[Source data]
···
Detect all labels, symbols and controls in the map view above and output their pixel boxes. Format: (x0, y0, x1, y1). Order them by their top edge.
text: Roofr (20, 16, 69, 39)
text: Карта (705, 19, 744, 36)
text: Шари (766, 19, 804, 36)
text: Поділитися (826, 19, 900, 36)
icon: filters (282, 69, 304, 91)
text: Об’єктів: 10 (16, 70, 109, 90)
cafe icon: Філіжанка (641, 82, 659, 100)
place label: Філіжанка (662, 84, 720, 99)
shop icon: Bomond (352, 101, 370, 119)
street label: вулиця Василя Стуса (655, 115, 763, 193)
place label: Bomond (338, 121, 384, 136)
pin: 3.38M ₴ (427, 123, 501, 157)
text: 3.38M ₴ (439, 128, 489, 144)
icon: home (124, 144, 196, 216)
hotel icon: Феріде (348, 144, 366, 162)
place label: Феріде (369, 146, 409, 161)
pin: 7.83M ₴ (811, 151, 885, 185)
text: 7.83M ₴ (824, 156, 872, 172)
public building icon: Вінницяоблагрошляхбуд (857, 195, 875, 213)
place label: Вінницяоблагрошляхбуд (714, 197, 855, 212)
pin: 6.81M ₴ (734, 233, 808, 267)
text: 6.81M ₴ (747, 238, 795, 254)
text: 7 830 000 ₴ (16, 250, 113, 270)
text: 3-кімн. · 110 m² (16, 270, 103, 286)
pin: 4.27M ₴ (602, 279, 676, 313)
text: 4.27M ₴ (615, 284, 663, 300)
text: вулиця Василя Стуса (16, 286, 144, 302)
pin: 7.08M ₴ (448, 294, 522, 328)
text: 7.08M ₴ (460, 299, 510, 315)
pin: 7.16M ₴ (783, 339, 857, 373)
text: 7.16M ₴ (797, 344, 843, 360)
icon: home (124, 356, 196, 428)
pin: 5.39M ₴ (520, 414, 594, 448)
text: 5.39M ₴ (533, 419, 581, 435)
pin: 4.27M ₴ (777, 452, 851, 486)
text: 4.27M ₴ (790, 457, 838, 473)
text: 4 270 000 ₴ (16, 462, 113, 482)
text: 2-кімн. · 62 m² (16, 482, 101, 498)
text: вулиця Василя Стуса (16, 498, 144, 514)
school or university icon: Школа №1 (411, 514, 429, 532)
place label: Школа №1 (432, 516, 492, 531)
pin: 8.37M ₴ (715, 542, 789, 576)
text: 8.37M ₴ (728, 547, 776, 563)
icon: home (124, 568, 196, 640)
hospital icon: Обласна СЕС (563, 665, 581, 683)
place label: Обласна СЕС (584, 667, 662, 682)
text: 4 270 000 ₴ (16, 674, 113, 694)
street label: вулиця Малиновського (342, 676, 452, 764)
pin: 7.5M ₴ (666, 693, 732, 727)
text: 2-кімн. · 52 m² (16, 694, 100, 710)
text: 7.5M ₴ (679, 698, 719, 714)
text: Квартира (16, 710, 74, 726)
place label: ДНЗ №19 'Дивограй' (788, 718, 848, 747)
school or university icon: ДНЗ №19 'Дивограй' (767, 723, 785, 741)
···
▶ [EXERCISE PROMPT]:
Exactly as written, output all of the entries.

▶ [TASK OUTPUT]:
Detect all labels, symbols and controls in the map view above and output their pixel boxes. Format: (x0, y0, x1, y1). Order them by their top edge.
text: Roofr (20, 16, 69, 39)
text: Карта (705, 19, 744, 36)
text: Шари (766, 19, 804, 36)
text: Поділитися (826, 19, 900, 36)
icon: filters (282, 69, 304, 91)
text: Об’єктів: 10 (16, 70, 109, 90)
cafe icon: Філіжанка (641, 82, 659, 100)
place label: Філіжанка (662, 84, 720, 99)
shop icon: Bomond (352, 101, 370, 119)
street label: вулиця Василя Стуса (655, 115, 763, 193)
place label: Bomond (338, 121, 384, 136)
pin: 3.38M ₴ (427, 123, 501, 157)
text: 3.38M ₴ (439, 128, 489, 144)
icon: home (124, 144, 196, 216)
hotel icon: Феріде (348, 144, 366, 162)
place label: Феріде (369, 146, 409, 161)
pin: 7.83M ₴ (811, 151, 885, 185)
text: 7.83M ₴ (824, 156, 872, 172)
public building icon: Вінницяоблагрошляхбуд (857, 195, 875, 213)
place label: Вінницяоблагрошляхбуд (714, 197, 855, 212)
pin: 6.81M ₴ (734, 233, 808, 267)
text: 6.81M ₴ (747, 238, 795, 254)
text: 7 830 000 ₴ (16, 250, 113, 270)
text: 3-кімн. · 110 m² (16, 270, 103, 286)
pin: 4.27M ₴ (602, 279, 676, 313)
text: 4.27M ₴ (615, 284, 663, 300)
text: вулиця Василя Стуса (16, 286, 144, 302)
pin: 7.08M ₴ (448, 294, 522, 328)
text: 7.08M ₴ (460, 299, 510, 315)
pin: 7.16M ₴ (783, 339, 857, 373)
text: 7.16M ₴ (797, 344, 843, 360)
icon: home (124, 356, 196, 428)
pin: 5.39M ₴ (520, 414, 594, 448)
text: 5.39M ₴ (533, 419, 581, 435)
pin: 4.27M ₴ (777, 452, 851, 486)
text: 4.27M ₴ (790, 457, 838, 473)
text: 4 270 000 ₴ (16, 462, 113, 482)
text: 2-кімн. · 62 m² (16, 482, 101, 498)
text: вулиця Василя Стуса (16, 498, 144, 514)
school or university icon: Школа №1 (411, 514, 429, 532)
place label: Школа №1 (432, 516, 492, 531)
pin: 8.37M ₴ (715, 542, 789, 576)
text: 8.37M ₴ (728, 547, 776, 563)
icon: home (124, 568, 196, 640)
hospital icon: Обласна СЕС (563, 665, 581, 683)
place label: Обласна СЕС (584, 667, 662, 682)
text: 4 270 000 ₴ (16, 674, 113, 694)
street label: вулиця Малиновського (342, 676, 452, 764)
pin: 7.5M ₴ (666, 693, 732, 727)
text: 2-кімн. · 52 m² (16, 694, 100, 710)
text: 7.5M ₴ (679, 698, 719, 714)
text: Квартира (16, 710, 74, 726)
place label: ДНЗ №19 'Дивограй' (788, 718, 848, 747)
school or university icon: ДНЗ №19 'Дивограй' (767, 723, 785, 741)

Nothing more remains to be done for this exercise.